Zwei fremde Leben ist ein Roman von Frank Goldammer, der vor allem für seine historische Krimireihe um den Dresdner Kriminalinspektor Max Heller bekannt ist. In „Zwei fremde Leben“ greift er die sensiblen Themen organisierter Kindesentzug und Zwangsadoptionen auf, die es in der DDR gegeben hat. Herausgekommen ist ein berührendes Werk, dessen fiktive Story sich wie eine Mischung aus Gesellschaftsroman und Krimi liest.
Zwei fremde Leben: Darum geht’s
Dresden, März 1973: Ricarda Raspe bringt in der Nacht ihr erstes Kind zur Welt, doch man sagt ihr, es wurde tot geboren. Entsprechend der Richtlinien darf sie es nicht noch einmal sehen. Ricarda glaubt nicht an den Tod ihres Kindes, sondern vermutet, dass es ihr weggenommen wurde – vielleicht sogar von ihrem eigenen Vater, einem Arzt in der Klinik. Der Polizist, Thomas Rust, der den Vorfall zufällig mitbekommt, wittert ebenfalls ein Verbrechen und begibt sich eigenmächtig auf die heikle Suche nach der Wahrheit.
Berliner Umland, 1989: Die sechzehnjährige Claudia erfährt während eines Streits, dass sie nicht die Tochter eines hochrangigen Parteifunktionärs ist, sondern adoptiert wurde. Nach dem Mauerfall macht sie sich auf die Suche nach ihrer leiblichen Mutter.

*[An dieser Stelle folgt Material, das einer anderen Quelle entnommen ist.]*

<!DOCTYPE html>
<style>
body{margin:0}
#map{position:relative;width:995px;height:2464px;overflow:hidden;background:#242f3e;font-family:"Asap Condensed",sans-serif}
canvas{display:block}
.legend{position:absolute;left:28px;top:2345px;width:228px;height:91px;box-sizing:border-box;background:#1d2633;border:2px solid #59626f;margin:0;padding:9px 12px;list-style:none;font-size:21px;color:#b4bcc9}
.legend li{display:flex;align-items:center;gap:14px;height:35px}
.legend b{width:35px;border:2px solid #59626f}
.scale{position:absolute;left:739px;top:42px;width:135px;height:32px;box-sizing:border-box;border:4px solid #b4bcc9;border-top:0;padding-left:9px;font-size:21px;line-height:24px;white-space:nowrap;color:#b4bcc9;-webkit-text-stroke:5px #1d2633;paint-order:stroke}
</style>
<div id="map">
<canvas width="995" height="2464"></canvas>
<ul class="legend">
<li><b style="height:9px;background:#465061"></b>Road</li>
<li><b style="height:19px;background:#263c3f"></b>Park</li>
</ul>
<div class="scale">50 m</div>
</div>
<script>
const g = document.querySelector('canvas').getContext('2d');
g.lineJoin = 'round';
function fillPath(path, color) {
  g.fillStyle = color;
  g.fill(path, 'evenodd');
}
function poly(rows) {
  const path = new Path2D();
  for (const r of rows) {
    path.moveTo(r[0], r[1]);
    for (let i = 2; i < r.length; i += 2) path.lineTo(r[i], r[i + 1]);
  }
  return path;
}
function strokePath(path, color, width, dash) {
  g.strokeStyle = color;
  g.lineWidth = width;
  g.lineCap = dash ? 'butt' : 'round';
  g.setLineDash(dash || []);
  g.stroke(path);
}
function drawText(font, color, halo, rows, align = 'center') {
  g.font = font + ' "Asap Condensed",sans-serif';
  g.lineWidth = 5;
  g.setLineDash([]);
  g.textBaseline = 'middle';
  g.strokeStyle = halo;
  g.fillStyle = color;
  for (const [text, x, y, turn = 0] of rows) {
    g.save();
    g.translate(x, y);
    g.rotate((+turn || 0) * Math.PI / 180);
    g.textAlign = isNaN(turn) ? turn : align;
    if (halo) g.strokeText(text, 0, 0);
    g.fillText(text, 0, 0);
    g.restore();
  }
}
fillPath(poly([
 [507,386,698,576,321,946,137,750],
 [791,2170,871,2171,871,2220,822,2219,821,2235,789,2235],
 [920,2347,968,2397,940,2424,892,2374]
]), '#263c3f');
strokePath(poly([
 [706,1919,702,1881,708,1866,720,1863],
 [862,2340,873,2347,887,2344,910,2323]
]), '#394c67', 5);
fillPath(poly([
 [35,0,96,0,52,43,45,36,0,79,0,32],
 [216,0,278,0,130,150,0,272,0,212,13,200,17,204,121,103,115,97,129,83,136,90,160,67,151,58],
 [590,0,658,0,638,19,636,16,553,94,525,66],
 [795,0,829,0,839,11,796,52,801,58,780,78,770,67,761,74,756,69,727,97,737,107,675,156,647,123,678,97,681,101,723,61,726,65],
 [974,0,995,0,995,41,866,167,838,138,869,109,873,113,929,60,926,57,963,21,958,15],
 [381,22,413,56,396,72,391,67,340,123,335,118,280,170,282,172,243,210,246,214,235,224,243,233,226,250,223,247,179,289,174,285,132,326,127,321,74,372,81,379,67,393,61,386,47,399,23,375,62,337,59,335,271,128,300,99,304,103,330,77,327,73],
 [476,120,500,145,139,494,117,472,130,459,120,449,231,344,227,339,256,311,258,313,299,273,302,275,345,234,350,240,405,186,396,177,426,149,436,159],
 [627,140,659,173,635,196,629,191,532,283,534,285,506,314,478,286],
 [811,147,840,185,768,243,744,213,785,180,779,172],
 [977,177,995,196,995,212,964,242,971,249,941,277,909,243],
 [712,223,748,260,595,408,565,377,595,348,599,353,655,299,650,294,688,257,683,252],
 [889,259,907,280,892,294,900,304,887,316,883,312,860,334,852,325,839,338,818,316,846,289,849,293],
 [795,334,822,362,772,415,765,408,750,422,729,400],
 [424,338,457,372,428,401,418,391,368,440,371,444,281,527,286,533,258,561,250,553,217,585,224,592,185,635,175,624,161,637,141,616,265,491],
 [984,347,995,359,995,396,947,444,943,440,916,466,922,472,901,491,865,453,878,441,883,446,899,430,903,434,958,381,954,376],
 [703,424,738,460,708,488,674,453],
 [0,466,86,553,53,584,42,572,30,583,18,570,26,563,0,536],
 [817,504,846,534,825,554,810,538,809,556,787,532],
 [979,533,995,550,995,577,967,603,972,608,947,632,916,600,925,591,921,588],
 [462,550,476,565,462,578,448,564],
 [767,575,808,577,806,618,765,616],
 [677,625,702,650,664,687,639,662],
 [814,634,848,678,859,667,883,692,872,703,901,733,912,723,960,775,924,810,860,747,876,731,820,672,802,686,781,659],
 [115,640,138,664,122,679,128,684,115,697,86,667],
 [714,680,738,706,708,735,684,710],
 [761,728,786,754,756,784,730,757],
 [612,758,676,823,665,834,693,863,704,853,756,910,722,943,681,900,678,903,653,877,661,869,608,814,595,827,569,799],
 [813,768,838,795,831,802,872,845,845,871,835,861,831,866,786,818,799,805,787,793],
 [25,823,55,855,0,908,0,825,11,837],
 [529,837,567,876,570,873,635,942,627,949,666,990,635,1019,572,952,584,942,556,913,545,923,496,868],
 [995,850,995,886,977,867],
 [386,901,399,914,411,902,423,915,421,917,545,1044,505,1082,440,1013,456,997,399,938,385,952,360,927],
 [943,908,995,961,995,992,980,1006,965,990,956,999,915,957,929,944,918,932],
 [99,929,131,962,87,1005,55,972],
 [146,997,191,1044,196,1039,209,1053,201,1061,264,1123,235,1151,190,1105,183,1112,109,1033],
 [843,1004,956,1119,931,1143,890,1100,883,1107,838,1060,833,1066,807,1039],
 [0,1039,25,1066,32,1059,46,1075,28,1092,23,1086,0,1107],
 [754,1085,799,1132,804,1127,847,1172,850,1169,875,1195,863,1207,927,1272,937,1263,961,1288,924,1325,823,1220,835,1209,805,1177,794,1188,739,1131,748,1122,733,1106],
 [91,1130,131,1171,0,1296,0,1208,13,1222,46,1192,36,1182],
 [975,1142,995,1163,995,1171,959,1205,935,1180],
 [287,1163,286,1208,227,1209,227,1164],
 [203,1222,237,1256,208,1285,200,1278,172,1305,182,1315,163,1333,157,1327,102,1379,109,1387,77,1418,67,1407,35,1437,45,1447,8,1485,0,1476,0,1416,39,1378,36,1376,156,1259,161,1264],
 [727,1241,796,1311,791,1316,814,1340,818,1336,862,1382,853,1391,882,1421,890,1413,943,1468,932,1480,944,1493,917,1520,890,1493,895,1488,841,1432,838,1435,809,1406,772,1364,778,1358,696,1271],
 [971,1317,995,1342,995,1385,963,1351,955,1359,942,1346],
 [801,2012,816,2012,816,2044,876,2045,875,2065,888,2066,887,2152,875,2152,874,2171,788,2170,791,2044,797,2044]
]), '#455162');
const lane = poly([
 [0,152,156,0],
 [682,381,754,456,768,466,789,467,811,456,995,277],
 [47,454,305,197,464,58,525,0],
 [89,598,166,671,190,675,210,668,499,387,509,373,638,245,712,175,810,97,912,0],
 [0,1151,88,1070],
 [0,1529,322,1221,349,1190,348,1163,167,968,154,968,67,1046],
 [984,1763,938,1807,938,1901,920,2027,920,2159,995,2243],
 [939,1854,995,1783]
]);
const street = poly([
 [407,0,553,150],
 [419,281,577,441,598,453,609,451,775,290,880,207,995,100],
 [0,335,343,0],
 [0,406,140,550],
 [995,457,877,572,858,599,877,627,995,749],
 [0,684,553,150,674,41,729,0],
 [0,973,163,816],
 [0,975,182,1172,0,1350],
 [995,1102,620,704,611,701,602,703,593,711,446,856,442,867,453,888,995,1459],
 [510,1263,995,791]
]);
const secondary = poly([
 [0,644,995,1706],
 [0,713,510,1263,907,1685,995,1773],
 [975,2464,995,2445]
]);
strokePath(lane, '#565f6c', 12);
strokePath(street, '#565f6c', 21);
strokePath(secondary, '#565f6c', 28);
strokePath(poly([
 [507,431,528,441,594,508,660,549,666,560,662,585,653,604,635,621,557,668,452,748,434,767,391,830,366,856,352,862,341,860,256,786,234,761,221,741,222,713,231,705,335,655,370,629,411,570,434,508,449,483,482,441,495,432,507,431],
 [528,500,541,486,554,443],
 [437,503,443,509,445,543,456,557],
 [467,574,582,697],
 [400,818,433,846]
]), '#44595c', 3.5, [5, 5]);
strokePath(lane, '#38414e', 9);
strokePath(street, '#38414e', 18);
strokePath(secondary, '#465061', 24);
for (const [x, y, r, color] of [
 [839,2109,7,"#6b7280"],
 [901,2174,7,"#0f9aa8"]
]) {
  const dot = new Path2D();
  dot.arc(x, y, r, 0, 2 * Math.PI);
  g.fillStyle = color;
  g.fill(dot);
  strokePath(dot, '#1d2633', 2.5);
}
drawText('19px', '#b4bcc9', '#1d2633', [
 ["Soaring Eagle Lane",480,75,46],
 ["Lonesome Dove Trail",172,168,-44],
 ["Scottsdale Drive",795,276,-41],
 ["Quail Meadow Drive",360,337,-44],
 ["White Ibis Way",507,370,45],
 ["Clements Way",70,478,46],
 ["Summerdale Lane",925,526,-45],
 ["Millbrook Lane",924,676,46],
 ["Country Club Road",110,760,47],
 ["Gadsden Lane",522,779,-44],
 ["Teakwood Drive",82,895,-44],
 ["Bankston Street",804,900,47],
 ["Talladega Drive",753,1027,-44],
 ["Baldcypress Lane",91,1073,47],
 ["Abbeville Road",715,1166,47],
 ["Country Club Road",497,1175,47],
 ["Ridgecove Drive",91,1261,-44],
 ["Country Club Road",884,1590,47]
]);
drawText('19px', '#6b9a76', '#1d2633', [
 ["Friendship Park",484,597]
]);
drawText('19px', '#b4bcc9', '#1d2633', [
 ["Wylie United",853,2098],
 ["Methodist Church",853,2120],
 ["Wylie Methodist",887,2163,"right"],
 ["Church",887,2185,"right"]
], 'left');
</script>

Zeitgeschichte, spannend wie ein Krimi erzählt
Wie schon bei seinen Kriminalromanen, die deutlich früher spielen, schafft es Goldammer auch bei Zwei fremde Leben, die Geschichte lebendig werden zu lassen. Eingebettet in eine fiktive Story, die so aber tatsächlich hätte passieren können, liest sich das Buch wie ein Kriminalroman, denn die Suche nach der Wahrheit ist das zentrale Motiv. Das Thema selbst – staatlich angeordneter Kindesentzug und Zwangsadoption – ist beklemmend und erschütternd, gerade weil davon nicht allzu viel bekannt ist. Zwar war das auch nicht unbedingt Alltag in der ehemaligen DDR, doch vorgekommen ist es. Das Buch verknüpft die Leben zweier – eigentlich dreier – Protagonisten und schickt die Leser auf eine Reise, die sich zwischen 1973, über 1989 und 1993/94 bis ins Jahr 2018 spannt.

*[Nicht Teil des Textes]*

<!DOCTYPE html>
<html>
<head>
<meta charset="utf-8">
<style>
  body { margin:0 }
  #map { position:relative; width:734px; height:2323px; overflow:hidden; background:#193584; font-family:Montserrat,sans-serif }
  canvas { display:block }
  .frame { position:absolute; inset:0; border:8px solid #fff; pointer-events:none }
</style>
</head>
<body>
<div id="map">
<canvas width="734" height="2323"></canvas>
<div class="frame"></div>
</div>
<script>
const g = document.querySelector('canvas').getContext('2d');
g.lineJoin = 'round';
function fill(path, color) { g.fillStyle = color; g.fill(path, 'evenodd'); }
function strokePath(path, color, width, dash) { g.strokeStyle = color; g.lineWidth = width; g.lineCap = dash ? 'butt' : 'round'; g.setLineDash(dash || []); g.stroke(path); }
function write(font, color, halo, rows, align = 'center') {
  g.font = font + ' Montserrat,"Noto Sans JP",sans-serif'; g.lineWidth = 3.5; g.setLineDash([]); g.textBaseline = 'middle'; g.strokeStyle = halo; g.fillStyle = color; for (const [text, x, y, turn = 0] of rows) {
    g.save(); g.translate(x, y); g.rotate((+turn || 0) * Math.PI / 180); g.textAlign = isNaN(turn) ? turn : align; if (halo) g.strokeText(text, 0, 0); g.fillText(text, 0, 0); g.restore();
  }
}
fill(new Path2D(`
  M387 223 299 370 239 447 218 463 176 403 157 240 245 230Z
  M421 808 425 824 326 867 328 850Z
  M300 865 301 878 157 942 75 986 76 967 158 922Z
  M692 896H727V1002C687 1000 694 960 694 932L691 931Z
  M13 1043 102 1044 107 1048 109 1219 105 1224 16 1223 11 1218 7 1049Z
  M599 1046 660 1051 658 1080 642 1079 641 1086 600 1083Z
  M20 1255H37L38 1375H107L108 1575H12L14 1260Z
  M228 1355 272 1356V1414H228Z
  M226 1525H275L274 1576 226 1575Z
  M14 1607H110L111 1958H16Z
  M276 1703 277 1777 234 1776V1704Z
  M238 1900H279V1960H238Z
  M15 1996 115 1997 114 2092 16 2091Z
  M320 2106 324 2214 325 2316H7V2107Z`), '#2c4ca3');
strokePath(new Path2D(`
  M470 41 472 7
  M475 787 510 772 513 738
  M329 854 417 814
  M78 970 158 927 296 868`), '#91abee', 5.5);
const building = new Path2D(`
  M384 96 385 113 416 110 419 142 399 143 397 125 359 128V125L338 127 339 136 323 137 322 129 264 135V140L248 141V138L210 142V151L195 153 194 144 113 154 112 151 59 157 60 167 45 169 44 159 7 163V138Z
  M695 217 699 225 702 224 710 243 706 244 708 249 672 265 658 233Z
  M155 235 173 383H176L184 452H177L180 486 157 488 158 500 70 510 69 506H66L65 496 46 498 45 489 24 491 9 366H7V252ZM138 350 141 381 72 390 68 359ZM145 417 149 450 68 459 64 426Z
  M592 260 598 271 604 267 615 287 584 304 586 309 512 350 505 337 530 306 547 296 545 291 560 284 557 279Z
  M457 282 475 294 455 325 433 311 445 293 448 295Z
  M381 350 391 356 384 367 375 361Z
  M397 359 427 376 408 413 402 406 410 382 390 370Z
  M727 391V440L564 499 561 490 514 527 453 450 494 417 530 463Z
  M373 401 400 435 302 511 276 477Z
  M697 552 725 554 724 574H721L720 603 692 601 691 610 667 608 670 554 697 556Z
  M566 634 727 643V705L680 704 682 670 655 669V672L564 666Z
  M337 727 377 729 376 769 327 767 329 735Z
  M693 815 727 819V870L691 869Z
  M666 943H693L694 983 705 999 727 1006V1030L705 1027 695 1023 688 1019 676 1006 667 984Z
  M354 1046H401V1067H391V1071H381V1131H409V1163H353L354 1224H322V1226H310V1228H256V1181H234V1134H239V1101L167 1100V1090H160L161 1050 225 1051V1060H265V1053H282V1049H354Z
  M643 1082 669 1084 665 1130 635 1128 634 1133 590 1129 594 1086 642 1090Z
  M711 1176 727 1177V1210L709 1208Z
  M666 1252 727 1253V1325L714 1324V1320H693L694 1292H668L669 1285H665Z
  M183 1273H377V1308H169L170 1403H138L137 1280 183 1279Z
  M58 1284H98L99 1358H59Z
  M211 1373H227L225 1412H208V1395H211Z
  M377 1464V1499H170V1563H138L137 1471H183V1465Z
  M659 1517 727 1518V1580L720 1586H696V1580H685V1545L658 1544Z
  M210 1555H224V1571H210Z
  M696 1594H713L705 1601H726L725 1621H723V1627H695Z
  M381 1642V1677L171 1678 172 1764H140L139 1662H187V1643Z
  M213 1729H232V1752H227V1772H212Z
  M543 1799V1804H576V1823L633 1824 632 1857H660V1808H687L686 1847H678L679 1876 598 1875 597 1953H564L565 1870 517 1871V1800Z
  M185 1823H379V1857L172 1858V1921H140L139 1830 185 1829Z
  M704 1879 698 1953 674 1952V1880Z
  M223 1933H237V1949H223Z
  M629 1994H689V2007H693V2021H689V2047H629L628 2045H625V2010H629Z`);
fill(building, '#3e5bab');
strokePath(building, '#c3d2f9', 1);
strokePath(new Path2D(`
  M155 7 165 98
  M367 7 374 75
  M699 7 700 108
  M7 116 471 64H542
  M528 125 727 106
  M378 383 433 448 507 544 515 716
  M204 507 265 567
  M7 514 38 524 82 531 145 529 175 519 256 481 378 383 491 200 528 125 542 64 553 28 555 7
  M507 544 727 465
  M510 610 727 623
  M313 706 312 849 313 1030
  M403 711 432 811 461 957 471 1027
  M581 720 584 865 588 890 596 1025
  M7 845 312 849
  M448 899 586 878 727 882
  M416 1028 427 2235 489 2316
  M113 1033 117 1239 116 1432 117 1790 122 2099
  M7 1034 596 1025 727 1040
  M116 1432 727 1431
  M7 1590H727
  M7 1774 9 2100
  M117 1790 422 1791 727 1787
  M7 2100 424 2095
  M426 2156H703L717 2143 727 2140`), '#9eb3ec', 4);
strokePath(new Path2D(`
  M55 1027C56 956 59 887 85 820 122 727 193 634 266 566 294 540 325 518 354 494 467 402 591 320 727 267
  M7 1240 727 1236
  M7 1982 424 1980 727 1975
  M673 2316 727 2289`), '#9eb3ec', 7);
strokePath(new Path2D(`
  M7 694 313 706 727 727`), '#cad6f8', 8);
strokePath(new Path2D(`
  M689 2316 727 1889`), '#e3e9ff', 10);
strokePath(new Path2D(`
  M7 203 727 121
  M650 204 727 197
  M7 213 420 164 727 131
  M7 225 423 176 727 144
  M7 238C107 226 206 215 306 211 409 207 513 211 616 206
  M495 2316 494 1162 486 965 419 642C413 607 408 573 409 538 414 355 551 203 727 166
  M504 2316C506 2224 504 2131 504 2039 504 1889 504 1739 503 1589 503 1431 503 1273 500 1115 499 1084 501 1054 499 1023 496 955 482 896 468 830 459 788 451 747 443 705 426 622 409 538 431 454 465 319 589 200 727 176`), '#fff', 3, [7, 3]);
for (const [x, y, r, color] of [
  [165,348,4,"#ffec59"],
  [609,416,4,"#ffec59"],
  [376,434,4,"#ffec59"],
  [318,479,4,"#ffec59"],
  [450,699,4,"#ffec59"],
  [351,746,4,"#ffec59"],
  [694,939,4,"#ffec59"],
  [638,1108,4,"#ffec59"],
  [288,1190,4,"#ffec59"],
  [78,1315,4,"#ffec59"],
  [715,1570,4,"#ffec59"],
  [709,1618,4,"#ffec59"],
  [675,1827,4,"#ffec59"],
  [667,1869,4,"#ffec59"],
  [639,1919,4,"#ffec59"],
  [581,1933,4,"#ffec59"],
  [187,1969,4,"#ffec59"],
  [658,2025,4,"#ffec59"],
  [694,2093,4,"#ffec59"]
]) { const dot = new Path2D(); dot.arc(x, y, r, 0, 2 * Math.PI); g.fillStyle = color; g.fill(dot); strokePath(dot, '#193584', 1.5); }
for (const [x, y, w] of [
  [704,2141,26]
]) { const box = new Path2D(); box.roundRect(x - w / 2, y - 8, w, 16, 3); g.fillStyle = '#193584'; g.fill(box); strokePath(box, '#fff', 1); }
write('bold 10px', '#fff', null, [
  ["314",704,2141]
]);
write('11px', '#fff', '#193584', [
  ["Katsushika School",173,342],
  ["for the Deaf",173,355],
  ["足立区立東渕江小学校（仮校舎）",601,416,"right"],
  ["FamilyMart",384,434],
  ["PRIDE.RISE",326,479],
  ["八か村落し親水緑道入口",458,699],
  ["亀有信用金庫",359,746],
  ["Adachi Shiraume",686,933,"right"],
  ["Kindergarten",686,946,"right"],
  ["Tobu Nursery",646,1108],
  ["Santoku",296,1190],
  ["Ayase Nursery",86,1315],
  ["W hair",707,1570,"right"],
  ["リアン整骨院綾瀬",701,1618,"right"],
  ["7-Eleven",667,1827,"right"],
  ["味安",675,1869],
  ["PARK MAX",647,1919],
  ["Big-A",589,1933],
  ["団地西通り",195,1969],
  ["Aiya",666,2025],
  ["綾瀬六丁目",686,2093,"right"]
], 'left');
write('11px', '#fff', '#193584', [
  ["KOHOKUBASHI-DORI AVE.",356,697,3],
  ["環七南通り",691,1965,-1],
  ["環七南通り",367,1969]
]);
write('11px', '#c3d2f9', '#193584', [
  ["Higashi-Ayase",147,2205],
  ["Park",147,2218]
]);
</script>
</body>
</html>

Authentische Personen und Schicksale
Der Leser verfolgt das Geschehen um drei Personen, wobei jedoch Ricarda Raspe – die Mutter, die nicht an den Tod ihres Babys glaubt – und Polizist Thomas Rust im Zentrum stehen. Während die Entwicklung Ricardas über mehrere Jahre verfolgt wird, bleibt der Leser mit Rust im Jahr 1973 und geht mit ihm auf die Suche nach der Wahrheit kurz nach dem vermeintlichen Verschwinden des Säuglings. Doch die Wahrheit zu finden, ist gar nicht so leicht, denn wer anfängt, Fragen zu stellen, gerät schnell ins Visier der Staatssicherheit – so auch Thomas Rust. Das Buch schildert hervorragend, wie Betroffene sich gefühlt haben müssen, die beobachtet wurden und ständig Angst hatten, „abgeholt“ zu werden. Psychoterror, Zerstörung von Leben und die Rekrutierung als „IM“ – Inoffizieller Mitarbeiter – der Stasi waren gängige Methoden. Man konnte nie wissen, mit wem man offen sprechen kann und wer ein doppeltes Spiel spielt. So ergeht es auch Rust.
Fazit: Zwei fremde Leben
Mit „Zwei fremde Leben“ ist Goldammer ein sehr berührender Roman gelungen, der Vieles aus dem Alltag der DDR-Bürger zeigt – auch abseits von Stasibespitzelung und Zwangsadoption. Die Sprache ist authentisch und hat hier und da regionale Züge, was die Story jedoch umso ehrlicher und glaubhafter macht. Die Gefühle der Protagonisten – allen voran Ricardas, der von Anfang an keiner glauben will, dass ihr Kind verschwunden ist – sind gut geschildert und lassen den Leser mitfiebern. Man möchte unbedingt wissen, was mit dem Kind nach der Geburt wirklich passiert ist. Hat Ricarda recht? Was hat ihr Vater, der Professor mit den Westkontakten, damit zu tun? Wer ist Freund, wer ist Feind? Die Kapitel haben eine gute Länge, arbeiten mit Perspektivwechsel und sind zeitlich gut gekennzeichnet. Alles in allem ein sehr gelungener historischer Roman, den ich sowohl ostdeutschen als auch westdeutschen Lesern ans Herz legen möchte!